● Try it:
Using the string "bubble" as the key, pull each matching line out of the records below.

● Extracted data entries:
+ + + + + + +

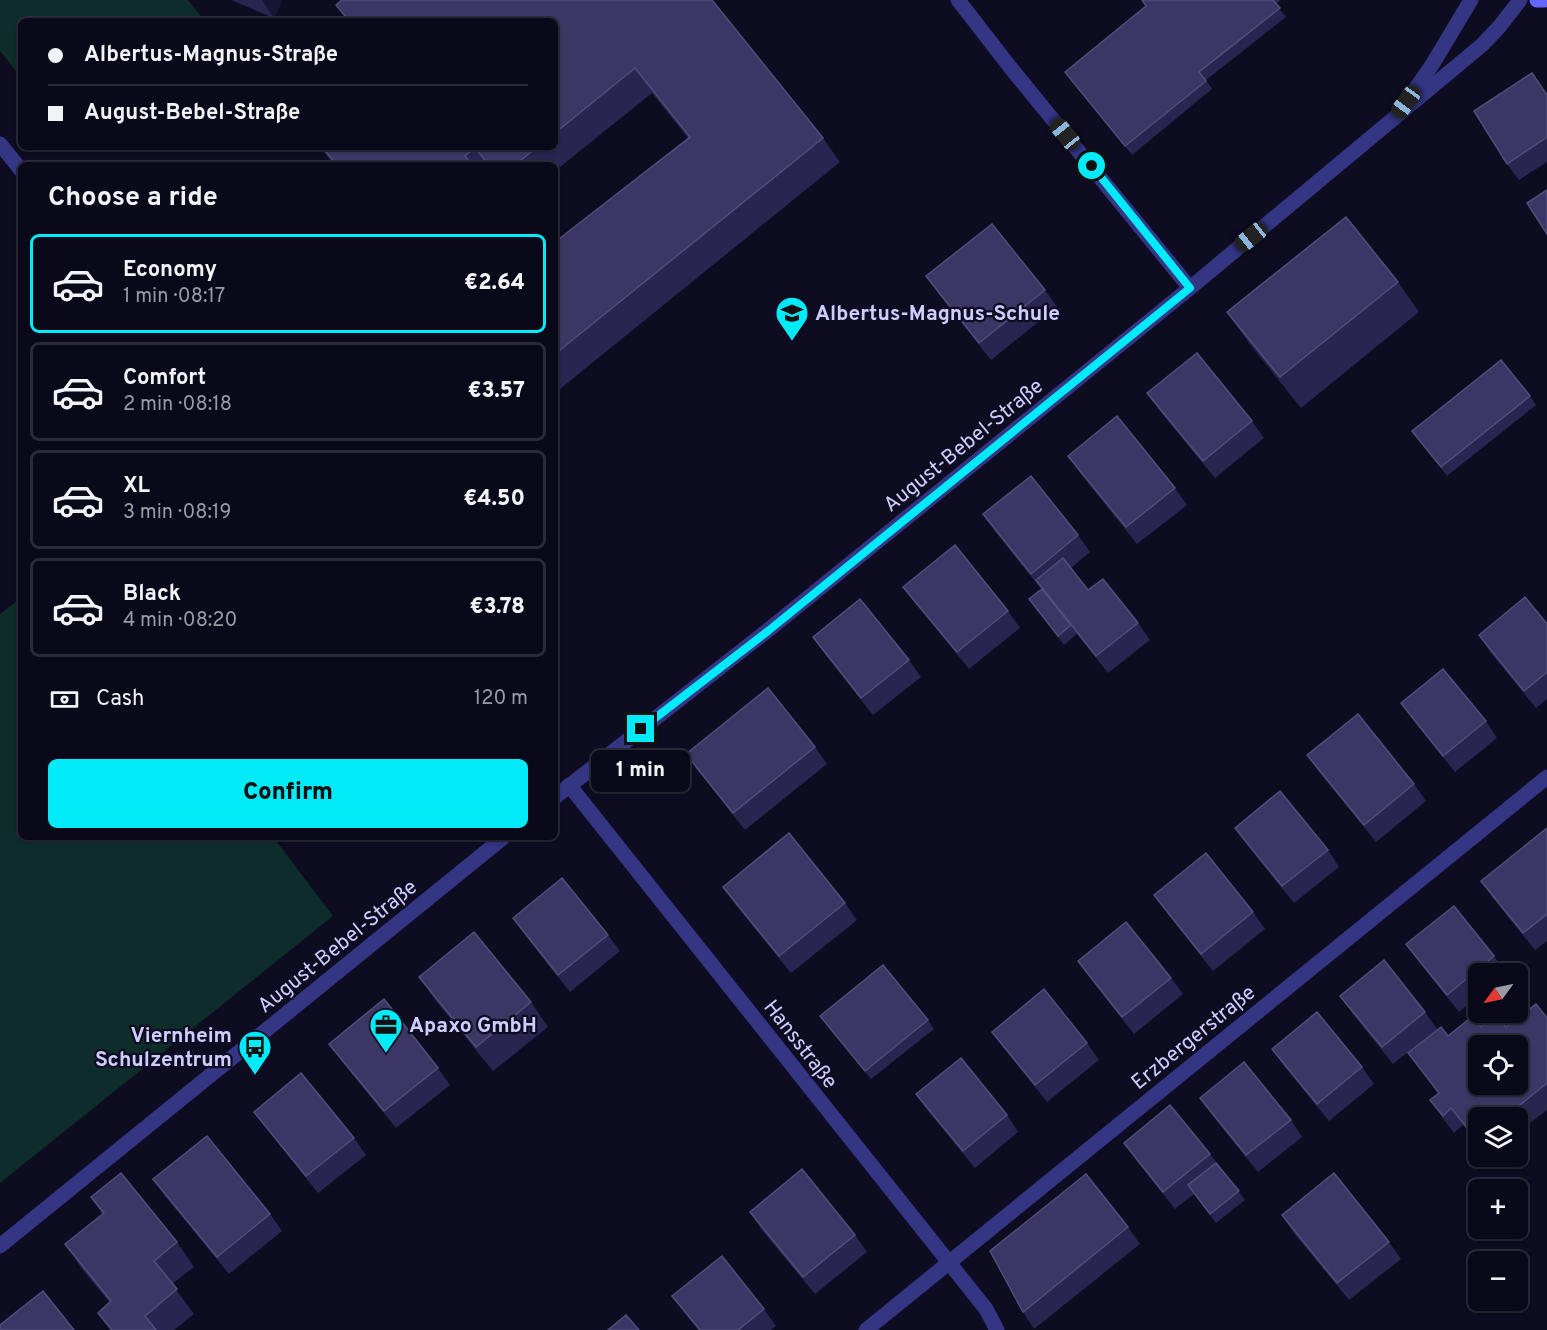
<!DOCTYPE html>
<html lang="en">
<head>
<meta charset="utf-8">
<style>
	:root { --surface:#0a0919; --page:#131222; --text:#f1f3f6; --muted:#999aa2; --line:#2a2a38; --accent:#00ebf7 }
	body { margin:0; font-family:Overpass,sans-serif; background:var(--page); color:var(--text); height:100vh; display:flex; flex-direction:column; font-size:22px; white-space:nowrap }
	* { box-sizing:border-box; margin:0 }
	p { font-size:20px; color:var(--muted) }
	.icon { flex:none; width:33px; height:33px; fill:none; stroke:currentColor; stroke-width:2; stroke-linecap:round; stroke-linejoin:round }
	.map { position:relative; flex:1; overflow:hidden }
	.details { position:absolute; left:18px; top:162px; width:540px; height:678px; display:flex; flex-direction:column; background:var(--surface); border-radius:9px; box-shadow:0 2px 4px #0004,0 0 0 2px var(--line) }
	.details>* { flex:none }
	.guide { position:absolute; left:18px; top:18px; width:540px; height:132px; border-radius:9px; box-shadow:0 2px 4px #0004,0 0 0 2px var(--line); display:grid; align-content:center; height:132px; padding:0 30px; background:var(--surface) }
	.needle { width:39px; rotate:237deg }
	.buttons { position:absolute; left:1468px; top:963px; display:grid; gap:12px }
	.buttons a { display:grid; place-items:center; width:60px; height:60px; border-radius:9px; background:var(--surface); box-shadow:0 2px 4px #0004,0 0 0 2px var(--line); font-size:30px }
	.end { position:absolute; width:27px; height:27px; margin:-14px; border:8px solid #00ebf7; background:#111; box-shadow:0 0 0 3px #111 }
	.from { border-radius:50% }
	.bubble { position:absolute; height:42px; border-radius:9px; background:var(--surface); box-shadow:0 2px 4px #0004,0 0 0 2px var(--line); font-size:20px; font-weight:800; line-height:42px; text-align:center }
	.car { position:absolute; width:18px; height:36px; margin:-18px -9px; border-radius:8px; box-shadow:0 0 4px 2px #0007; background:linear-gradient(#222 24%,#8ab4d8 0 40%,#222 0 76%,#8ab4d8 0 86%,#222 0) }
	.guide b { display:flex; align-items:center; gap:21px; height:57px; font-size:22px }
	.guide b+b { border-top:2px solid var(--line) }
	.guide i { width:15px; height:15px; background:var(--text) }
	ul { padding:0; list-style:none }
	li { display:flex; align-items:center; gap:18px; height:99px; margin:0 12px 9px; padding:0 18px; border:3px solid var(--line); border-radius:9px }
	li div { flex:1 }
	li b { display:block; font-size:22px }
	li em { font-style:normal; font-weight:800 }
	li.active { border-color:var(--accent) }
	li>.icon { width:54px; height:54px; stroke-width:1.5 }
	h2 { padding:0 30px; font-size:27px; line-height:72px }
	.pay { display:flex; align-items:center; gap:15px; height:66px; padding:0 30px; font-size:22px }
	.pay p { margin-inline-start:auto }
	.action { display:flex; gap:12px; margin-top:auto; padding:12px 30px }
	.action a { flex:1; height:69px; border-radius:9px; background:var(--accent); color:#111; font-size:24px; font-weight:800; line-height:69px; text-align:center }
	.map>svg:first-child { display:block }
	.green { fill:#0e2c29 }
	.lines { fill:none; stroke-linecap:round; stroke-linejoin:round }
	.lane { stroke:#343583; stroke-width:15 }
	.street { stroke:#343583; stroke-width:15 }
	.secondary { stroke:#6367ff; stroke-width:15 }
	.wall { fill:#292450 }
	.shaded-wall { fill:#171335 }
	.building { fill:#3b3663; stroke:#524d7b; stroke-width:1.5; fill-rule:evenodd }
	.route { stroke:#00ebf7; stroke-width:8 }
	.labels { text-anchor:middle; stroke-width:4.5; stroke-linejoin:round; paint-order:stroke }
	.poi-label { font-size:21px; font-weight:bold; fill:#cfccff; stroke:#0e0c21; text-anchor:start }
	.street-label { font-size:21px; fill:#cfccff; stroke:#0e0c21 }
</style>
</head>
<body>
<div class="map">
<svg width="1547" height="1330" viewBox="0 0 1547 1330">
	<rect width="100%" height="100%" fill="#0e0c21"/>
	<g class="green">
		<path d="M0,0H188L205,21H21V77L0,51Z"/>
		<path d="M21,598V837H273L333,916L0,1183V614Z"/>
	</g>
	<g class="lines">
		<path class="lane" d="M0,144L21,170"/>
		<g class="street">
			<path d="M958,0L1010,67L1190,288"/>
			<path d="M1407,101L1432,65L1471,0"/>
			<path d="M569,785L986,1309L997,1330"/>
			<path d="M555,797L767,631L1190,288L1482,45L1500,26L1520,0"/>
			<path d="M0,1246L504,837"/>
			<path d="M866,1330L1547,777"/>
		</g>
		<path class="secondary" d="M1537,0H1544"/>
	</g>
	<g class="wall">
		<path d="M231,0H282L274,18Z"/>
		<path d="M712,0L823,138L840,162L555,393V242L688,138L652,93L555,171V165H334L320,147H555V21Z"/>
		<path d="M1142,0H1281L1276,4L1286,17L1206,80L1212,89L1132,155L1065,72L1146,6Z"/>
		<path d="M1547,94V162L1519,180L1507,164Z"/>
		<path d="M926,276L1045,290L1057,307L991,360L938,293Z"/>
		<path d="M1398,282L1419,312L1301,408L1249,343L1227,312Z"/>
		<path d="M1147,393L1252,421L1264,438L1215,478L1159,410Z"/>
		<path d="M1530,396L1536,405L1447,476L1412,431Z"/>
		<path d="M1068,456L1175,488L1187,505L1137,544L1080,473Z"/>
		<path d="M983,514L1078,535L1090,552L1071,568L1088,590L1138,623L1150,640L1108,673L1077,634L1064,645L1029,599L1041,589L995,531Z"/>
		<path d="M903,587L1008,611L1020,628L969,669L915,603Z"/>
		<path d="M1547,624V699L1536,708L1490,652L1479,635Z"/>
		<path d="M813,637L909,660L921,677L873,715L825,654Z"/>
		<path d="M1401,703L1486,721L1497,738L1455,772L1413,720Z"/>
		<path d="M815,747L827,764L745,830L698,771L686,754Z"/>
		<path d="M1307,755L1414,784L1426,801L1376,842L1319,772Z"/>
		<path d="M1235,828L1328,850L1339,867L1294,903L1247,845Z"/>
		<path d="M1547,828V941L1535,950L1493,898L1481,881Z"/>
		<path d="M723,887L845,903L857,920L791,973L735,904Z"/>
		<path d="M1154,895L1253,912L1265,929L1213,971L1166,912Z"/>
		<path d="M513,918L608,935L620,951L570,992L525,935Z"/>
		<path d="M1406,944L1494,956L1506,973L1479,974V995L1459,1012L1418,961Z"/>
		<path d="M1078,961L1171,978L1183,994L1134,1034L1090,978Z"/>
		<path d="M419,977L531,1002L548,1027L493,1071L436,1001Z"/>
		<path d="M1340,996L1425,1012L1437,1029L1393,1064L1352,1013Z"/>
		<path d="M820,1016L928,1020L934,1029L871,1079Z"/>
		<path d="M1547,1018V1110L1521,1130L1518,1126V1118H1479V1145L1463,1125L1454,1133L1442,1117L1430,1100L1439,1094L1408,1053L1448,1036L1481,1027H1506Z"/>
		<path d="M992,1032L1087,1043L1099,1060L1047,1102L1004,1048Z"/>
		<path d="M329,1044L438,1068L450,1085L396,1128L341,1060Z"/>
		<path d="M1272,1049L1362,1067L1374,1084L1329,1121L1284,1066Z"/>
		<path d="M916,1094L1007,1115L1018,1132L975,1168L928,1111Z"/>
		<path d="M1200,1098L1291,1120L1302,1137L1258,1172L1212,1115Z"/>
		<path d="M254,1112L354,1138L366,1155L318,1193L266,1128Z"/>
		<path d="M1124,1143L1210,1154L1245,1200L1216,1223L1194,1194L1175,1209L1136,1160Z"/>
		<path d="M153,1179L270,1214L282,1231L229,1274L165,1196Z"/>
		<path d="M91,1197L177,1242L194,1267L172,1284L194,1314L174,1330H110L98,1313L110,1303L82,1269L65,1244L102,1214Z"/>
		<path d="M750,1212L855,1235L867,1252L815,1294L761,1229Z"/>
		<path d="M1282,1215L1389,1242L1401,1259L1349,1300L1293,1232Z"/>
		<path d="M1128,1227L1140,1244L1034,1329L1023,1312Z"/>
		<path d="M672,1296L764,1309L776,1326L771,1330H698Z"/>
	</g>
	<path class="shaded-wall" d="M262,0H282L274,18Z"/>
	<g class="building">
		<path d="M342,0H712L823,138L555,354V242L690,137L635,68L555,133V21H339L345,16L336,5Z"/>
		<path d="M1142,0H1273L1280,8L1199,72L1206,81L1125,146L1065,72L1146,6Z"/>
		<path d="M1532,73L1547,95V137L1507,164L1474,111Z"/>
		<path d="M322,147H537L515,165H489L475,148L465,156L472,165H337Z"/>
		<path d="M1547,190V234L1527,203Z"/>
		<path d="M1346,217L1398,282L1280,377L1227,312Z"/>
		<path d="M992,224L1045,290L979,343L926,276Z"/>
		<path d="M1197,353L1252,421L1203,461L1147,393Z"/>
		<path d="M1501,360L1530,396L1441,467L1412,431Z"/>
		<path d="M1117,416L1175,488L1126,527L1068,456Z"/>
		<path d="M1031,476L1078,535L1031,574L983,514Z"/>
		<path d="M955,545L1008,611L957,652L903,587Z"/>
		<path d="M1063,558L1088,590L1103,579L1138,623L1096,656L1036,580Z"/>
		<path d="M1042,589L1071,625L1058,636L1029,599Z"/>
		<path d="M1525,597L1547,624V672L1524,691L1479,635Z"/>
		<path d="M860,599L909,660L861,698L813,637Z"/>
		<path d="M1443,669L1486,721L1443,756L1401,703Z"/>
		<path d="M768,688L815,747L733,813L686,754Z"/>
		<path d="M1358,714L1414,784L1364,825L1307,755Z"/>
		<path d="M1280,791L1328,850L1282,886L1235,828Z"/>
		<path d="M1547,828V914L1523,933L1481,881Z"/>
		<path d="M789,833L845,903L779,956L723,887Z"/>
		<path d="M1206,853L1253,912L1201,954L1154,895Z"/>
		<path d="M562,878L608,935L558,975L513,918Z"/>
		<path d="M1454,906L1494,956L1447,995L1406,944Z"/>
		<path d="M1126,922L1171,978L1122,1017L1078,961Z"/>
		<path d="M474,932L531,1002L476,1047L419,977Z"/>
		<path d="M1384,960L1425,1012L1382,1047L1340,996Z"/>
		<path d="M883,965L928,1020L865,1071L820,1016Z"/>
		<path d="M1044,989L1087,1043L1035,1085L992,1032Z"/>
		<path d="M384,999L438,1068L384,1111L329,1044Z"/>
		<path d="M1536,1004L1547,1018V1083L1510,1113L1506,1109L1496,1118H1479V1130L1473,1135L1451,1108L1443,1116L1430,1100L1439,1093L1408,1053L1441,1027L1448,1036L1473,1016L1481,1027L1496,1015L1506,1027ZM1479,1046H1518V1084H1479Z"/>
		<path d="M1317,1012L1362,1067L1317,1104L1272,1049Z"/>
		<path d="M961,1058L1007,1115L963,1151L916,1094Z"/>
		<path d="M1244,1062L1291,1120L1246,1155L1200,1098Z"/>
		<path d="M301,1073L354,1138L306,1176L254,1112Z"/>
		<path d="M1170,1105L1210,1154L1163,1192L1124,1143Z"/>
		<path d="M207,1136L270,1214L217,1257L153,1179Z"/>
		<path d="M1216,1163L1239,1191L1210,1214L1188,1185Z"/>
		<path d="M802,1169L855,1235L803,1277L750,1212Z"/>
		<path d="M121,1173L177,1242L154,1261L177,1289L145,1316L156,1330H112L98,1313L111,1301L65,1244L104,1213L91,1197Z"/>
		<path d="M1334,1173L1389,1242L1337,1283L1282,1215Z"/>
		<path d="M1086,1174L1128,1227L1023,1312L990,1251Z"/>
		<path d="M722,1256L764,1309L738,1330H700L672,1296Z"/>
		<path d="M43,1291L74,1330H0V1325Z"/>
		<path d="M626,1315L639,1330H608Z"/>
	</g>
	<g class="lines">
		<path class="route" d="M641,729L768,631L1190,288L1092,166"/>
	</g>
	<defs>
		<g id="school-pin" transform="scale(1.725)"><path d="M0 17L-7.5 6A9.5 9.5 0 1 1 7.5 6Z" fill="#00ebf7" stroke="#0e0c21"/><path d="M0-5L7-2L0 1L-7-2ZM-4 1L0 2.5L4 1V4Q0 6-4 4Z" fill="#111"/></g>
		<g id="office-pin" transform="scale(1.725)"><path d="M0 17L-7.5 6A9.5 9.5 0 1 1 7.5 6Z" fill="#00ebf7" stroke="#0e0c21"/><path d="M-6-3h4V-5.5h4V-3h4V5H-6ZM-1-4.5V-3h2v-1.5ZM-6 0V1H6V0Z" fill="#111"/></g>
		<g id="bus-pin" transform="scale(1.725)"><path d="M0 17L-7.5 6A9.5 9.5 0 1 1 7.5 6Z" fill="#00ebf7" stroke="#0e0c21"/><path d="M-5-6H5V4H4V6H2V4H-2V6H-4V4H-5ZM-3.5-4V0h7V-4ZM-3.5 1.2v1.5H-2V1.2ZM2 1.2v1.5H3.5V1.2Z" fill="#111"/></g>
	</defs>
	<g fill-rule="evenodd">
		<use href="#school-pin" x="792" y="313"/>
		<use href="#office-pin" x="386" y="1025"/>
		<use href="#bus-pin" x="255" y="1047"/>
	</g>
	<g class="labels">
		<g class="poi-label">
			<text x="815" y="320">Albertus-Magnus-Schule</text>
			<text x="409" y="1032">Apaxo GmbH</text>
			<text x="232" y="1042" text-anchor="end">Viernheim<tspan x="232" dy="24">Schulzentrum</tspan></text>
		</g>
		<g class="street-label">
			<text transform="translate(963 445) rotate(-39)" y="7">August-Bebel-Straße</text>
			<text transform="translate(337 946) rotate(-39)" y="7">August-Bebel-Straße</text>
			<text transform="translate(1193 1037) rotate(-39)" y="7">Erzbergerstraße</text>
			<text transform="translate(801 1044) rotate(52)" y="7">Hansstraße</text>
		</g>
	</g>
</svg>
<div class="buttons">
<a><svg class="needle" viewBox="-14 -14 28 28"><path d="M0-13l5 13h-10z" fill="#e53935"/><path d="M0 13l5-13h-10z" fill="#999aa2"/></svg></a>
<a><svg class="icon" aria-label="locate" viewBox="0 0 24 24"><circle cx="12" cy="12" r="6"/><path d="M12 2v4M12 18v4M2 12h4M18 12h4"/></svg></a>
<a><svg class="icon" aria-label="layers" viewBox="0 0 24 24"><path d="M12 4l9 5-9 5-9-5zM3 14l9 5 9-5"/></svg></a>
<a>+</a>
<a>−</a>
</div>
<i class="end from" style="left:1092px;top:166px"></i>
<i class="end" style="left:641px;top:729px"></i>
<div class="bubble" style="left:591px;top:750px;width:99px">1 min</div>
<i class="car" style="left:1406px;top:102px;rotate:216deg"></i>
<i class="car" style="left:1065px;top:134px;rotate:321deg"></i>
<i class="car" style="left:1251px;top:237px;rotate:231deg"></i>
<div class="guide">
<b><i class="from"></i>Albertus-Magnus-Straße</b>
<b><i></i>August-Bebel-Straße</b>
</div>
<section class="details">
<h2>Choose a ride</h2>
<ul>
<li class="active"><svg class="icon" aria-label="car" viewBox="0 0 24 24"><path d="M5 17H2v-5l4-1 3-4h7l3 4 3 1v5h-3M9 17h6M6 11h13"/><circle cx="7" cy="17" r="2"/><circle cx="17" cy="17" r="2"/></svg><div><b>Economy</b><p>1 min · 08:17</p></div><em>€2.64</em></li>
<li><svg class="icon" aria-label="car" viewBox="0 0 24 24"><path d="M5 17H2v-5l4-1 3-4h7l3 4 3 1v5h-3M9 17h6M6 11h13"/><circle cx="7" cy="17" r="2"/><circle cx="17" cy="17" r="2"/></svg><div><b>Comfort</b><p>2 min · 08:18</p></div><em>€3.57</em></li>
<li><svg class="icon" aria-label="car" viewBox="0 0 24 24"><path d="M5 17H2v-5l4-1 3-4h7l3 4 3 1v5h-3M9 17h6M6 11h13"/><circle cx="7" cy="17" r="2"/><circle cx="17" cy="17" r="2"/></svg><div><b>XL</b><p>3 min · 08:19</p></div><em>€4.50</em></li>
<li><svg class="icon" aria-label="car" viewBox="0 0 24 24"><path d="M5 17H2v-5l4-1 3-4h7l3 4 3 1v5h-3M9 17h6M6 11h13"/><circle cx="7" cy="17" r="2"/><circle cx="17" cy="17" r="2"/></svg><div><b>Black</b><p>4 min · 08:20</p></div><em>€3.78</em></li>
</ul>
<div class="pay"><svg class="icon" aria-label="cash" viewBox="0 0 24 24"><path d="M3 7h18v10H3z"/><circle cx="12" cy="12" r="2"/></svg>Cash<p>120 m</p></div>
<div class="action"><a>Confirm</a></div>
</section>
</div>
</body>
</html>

+ + + + + + +

● Result below:
	.bubble { position:absolute; height:42px; border-radius:9px; background:var(--surface); box-shadow:0 2px 4px #0004,0 0 0 2px var(--line); font-size:20px; font-weight:800; line-height:42px; text-align:center }
<div class="bubble" style="left:591px;top:750px;width:99px">1 min</div>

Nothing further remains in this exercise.